**Given entries:**
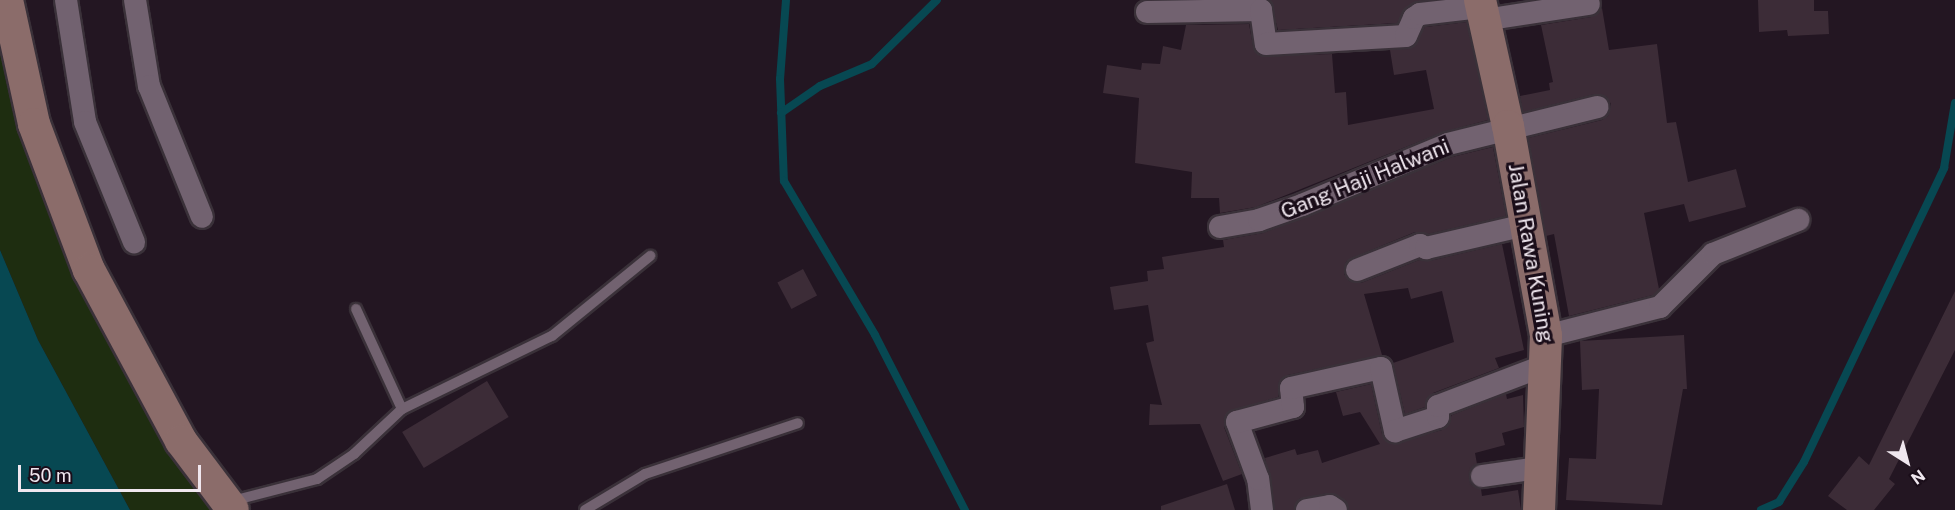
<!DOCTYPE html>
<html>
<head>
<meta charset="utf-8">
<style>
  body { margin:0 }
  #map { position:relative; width:1955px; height:510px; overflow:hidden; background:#231622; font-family:"Public Sans",sans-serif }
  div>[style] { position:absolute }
  .green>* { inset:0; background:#1e2d10 }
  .water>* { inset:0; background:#074852 }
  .stream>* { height:8px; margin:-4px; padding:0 4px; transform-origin:4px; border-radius:4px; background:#074852 }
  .building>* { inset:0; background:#3c2c37; transform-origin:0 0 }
  .roads { filter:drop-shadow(2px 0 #3a3139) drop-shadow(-2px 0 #3a3139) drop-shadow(0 2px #3a3139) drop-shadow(0 -2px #3a3139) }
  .lane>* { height:10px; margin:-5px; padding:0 5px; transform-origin:5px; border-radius:5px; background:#726270 }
  .street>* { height:22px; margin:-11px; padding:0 11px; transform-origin:11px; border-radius:11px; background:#726270 }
  .secondary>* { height:32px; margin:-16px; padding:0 16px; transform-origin:16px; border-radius:16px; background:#8b6c6a }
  span { translate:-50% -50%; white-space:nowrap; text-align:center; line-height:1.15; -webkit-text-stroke:6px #1a0d19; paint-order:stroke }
  .street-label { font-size:21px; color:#f0e7ef }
  .north { position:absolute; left:1877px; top:432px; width:60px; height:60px; -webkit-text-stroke:4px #1a0d19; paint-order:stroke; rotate:144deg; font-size:16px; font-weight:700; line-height:24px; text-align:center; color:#f0e7ef }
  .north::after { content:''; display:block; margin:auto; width:21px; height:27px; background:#f0e7ef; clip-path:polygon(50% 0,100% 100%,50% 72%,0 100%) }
  .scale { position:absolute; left:18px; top:465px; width:183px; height:27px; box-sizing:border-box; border:3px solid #f0e7ef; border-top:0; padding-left:8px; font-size:18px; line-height:21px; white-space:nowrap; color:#f0e7ef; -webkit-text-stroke:4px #1a0d19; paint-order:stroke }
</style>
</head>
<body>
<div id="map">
  <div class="green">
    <div style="clip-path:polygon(0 0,113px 318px,227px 510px,130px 510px,38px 340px,0 250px)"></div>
  </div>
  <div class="water">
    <div style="clip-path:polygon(0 250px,38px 340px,130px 510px,0 510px)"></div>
  </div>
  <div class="stream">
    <div style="left:786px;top:0;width:79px;rotate:94.3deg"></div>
    <div style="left:780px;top:79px;width:102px;rotate:87.8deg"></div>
    <div style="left:784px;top:181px;width:179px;rotate:59.4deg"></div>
    <div style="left:875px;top:335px;width:197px;rotate:62.8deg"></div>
    <div style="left:781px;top:113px;width:47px;rotate:-34.7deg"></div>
    <div style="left:820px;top:86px;width:56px;rotate:-22.9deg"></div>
    <div style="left:872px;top:64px;width:91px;rotate:-44.6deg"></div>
    <div style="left:1761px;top:510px;width:20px;rotate:-24deg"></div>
    <div style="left:1779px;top:502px;width:47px;rotate:-58deg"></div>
    <div style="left:1804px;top:462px;width:326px;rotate:-64.5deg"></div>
    <div style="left:1944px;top:168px;width:66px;rotate:-80.4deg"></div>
  </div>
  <div class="building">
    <div style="clip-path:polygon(1270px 0,1424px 0,1407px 7px,1397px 23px,1278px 30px)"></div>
    <div style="clip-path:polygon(1758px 0,1814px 0,1814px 11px,1828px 11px,1829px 34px,1788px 36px,1787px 30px,1759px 32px)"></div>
    <div style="clip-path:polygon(1602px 8px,1609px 50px,1657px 44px,1667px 123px,1676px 122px,1688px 182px,1736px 169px,1746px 207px,1689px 222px,1684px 204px,1644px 213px,1659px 289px,1653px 295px,1569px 316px,1554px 234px,1546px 236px,1528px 138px,1602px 120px,1608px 116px,1611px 104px,1607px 97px,1595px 94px,1523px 112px,1520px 96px,1550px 90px,1549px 83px,1553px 82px,1541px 25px,1591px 17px)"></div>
    <div style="clip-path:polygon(1467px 22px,1488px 120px,1443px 132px,1256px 207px,1220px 213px,1219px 198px,1191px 198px,1192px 172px,1135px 163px,1139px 98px,1103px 93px,1107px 65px,1141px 70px,1142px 63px,1160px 64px,1163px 46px,1181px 50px,1186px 25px,1249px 24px,1253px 46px,1261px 56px,1332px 54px,1335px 93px,1346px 92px,1348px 125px,1434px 109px,1426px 70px,1394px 75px,1390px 50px,1413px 47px,1425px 27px)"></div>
    <div style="clip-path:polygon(1493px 147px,1506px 216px,1428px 234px,1415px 232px,1352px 258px,1346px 262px,1344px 274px,1349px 281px,1361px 283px,1419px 260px,1429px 261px,1502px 244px,1524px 350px,1495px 358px,1499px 368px,1433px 393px,1425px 407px,1405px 414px,1393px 363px,1454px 342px,1442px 291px,1411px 299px,1408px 288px,1364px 294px,1382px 355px,1288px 375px,1279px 382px,1278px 397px,1228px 412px,1224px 427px,1242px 474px,1223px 481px,1200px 424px,1149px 425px,1150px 404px,1162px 405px,1146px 343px,1154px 341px,1148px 305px,1114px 310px,1110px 287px,1148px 281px,1147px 271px,1164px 269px,1162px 257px,1224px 247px,1223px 240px,1263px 233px,1452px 157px)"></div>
    <div style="left:803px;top:269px;width:30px;height:29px;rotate:62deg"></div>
    <div style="clip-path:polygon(1955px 291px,1955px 350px,1889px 479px,1895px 484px,1874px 510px,1847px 510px,1828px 496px,1859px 456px,1869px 465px)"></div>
    <div style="clip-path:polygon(1684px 335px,1687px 389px,1683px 389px,1662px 505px,1566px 500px,1569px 458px,1596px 459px,1599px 389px,1582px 390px,1580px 341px)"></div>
    <div style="left:487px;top:381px;width:42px;height:99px;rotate:59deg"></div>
    <div style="clip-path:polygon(1371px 384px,1382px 434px,1392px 444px,1442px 430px,1452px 415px,1506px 394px,1507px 399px,1523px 395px,1524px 427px,1502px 433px,1505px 445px,1475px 453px,1477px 464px,1469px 477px,1472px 485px,1481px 489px,1482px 496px,1518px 490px,1521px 510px,1349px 510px,1343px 499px,1328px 493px,1299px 499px,1294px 510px,1275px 510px,1265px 458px,1295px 449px,1297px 455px,1318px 450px,1322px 463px,1380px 444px,1360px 412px,1343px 416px,1336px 392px)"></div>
    <div style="clip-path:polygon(1227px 484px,1235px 510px,1161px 510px,1161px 506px)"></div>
  </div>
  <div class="roads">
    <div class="lane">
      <div style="left:356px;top:309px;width:110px;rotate:65.3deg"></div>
      <div style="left:232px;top:501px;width:88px;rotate:-14.5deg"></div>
      <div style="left:317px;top:479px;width:45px;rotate:-34deg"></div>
      <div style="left:354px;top:454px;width:66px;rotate:-43.2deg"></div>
      <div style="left:402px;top:409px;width:167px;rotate:-26deg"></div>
      <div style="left:552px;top:336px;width:127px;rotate:-39.2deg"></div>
      <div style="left:585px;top:510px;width:70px;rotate:-31deg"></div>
      <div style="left:645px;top:474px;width:161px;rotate:-18.4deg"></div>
    </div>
    <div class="street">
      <div style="left:66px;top:0;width:123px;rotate:81.1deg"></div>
      <div style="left:85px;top:122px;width:130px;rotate:67.8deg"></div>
      <div style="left:135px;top:0;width:87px;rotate:80.8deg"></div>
      <div style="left:149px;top:86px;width:141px;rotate:68deg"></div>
      <div style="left:1147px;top:12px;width:114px;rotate:-1deg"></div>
      <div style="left:1261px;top:10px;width:34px;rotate:82deg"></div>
      <div style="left:1266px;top:44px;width:140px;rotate:-3.3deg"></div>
      <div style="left:1406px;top:36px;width:20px;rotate:-66deg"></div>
      <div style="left:1414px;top:18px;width:7px;rotate:-34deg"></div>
      <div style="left:1420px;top:14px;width:61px;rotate:-6.5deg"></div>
      <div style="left:1484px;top:20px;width:106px;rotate:-8.7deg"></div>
      <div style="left:1220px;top:227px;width:40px;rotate:-10deg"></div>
      <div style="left:1259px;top:220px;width:46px;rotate:-19.2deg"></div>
      <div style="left:1302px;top:205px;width:158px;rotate:-22.7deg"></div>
      <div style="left:1448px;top:144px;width:154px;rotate:-13.9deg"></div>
      <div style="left:1357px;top:270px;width:68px;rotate:-21.6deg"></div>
      <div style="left:1420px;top:245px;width:7px;rotate:27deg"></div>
      <div style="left:1426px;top:248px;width:103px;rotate:-13deg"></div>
      <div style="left:1546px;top:336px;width:118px;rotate:-14.3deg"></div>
      <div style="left:1660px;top:307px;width:75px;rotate:-45deg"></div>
      <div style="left:1713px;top:254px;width:92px;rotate:-21.8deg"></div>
      <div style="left:1482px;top:476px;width:57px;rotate:-8.1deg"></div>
      <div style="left:1262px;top:510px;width:31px;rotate:-97deg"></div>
      <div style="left:1258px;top:479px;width:61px;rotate:-110.2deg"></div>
      <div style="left:1237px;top:422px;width:58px;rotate:-15deg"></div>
      <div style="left:1293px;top:407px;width:19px;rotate:-96deg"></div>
      <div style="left:1291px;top:388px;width:92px;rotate:-12.5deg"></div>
      <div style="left:1381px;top:368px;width:65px;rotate:77.5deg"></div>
      <div style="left:1395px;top:431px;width:45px;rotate:-18deg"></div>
      <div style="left:1438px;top:417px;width:11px;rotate:-90deg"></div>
      <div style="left:1438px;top:406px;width:118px;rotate:-20.9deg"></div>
      <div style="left:1307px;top:510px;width:23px;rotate:-10deg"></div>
      <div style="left:1330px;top:506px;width:7px;rotate:34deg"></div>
    </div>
    <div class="secondary">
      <div style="left:7px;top:0;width:127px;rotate:77.7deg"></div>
      <div style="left:34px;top:124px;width:156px;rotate:69.4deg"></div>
      <div style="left:89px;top:270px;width:194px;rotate:61.7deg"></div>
      <div style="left:181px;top:441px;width:86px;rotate:53deg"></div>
      <div style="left:1480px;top:0;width:129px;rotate:77.5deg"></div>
      <div style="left:1508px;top:126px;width:213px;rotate:79.7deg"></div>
      <div style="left:1546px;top:336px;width:174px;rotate:92.3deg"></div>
    </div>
  </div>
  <div class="street-label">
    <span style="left:1365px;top:179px;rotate:-22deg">Gang Haji Halwani</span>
    <span style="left:1531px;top:253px;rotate:80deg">Jalan Rawa Kuning</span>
  </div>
  <div class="north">N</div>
  <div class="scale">50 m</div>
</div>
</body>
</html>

**What you will do:** Every line of the listing above that contains "stream" is to be copied.

**Solution to this exercise:**
  .stream>* { height:8px; margin:-4px; padding:0 4px; transform-origin:4px; border-radius:4px; background:#074852 }
  <div class="stream">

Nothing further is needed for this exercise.